What you need to do.
What lines of the data include the string "shadow"? Copy them all.
--------------------
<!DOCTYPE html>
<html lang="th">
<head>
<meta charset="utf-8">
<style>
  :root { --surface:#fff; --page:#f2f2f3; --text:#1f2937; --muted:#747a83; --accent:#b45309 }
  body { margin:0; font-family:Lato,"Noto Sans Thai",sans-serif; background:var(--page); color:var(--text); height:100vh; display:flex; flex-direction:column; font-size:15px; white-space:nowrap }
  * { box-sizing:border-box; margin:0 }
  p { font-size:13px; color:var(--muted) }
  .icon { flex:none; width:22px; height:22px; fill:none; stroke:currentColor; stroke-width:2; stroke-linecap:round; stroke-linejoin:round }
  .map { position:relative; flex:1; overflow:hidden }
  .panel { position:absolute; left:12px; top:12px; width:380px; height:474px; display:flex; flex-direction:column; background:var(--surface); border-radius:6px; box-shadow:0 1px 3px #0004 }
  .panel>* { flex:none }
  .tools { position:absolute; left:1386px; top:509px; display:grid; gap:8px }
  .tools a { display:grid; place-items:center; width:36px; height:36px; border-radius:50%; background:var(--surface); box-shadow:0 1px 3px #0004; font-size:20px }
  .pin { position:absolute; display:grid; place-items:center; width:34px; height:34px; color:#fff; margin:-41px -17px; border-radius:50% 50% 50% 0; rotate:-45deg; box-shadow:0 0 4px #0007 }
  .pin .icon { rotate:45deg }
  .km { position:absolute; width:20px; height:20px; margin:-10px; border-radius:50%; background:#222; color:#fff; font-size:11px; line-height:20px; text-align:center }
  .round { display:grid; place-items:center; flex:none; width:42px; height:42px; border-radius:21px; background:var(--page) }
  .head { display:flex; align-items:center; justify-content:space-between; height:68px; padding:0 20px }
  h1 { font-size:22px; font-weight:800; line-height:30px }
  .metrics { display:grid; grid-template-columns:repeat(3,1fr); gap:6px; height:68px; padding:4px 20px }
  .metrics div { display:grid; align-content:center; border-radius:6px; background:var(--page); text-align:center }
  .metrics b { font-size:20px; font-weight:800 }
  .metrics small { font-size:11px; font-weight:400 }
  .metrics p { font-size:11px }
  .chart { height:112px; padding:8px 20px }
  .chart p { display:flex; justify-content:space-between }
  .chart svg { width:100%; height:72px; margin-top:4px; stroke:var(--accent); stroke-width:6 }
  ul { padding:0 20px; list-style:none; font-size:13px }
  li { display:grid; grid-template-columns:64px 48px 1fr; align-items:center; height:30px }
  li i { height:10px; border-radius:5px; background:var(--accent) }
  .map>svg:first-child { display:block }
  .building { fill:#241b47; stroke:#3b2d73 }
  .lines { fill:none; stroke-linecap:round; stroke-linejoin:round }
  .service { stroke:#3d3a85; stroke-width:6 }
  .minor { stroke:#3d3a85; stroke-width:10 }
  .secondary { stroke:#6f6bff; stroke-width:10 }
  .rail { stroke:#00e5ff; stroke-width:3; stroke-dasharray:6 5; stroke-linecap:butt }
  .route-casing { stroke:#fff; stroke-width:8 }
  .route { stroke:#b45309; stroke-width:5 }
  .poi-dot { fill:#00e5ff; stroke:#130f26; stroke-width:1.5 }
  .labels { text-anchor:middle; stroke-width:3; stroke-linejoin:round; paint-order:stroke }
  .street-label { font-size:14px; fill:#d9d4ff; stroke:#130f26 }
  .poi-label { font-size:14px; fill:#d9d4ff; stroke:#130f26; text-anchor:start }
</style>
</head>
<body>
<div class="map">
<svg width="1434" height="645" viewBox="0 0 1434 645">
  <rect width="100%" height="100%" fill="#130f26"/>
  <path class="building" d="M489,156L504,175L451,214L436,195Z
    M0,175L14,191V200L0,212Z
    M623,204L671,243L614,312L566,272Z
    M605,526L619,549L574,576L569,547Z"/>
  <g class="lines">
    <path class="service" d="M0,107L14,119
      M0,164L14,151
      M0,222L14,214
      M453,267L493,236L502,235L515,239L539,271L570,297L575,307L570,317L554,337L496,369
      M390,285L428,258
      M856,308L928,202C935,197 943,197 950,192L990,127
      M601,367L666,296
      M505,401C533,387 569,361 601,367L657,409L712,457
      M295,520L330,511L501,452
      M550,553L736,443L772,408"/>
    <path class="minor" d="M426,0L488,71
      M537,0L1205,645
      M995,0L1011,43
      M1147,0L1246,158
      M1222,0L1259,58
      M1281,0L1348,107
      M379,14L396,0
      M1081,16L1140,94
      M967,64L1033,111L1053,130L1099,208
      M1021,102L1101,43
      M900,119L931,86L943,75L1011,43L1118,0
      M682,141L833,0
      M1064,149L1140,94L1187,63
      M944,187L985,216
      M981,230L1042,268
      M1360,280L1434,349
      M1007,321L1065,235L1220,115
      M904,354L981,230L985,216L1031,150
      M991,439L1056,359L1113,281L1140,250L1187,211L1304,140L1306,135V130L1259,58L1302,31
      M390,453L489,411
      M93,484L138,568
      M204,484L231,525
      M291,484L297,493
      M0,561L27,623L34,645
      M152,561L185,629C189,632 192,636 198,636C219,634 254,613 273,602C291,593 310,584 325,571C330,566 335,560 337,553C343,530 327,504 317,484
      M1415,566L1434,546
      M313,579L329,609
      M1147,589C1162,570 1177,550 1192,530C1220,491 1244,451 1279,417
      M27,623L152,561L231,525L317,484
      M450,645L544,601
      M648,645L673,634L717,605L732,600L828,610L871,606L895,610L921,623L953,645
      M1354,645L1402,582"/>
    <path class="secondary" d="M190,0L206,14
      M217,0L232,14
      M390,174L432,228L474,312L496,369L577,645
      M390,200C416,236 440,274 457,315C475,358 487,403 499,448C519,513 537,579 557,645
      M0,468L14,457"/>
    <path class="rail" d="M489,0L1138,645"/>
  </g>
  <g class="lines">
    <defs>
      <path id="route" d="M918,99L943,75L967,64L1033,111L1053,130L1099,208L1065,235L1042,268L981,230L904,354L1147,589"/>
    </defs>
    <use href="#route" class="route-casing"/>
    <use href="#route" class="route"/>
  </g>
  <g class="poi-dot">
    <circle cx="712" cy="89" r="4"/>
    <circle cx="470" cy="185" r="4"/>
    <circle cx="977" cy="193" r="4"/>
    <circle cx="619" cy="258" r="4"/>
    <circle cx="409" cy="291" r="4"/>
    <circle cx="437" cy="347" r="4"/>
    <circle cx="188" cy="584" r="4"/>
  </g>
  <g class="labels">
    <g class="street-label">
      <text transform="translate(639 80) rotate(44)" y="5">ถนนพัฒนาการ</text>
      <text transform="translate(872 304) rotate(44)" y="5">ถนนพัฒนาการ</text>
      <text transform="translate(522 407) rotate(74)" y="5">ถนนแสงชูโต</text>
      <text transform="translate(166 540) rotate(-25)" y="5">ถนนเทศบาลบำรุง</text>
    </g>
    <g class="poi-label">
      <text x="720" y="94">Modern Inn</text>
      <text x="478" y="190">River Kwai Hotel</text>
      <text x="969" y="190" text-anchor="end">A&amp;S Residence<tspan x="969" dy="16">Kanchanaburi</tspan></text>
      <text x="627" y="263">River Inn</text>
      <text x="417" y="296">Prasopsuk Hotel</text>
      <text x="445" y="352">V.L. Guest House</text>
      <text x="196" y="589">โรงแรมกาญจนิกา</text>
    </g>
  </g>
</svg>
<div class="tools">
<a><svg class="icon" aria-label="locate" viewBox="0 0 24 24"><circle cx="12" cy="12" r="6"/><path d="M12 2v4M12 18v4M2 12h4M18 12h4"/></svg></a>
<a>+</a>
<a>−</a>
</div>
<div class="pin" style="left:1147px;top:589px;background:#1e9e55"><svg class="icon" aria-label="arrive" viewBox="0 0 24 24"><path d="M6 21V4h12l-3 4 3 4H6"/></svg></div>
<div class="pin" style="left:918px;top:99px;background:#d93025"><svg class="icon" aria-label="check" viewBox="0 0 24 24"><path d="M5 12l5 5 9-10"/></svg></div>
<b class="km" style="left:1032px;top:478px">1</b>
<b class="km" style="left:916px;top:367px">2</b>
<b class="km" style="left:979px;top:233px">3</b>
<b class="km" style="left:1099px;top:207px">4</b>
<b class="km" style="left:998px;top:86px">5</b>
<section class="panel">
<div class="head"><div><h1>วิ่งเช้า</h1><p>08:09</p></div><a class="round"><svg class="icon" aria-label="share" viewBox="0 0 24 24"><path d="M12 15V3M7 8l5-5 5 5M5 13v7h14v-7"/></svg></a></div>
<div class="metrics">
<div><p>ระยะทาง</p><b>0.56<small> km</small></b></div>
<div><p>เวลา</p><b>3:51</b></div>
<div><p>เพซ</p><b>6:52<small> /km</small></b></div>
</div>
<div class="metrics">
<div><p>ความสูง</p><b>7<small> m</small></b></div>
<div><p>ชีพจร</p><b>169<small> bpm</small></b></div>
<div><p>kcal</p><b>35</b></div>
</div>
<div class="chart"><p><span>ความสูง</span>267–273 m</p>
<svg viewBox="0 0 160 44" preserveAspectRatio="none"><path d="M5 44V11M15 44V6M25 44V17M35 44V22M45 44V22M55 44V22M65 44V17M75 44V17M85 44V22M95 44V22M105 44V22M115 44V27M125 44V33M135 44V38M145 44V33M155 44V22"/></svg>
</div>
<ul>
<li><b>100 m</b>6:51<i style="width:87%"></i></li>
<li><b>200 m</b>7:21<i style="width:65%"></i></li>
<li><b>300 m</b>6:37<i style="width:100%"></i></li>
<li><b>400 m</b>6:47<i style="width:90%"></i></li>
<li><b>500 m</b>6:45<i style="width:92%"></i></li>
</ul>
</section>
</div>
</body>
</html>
--------------------
Solution.
  .panel { position:absolute; left:12px; top:12px; width:380px; height:474px; display:flex; flex-direction:column; background:var(--surface); border-radius:6px; box-shadow:0 1px 3px #0004 }
  .tools a { display:grid; place-items:center; width:36px; height:36px; border-radius:50%; background:var(--surface); box-shadow:0 1px 3px #0004; font-size:20px }
  .pin { position:absolute; display:grid; place-items:center; width:34px; height:34px; color:#fff; margin:-41px -17px; border-radius:50% 50% 50% 0; rotate:-45deg; box-shadow:0 0 4px #0007 }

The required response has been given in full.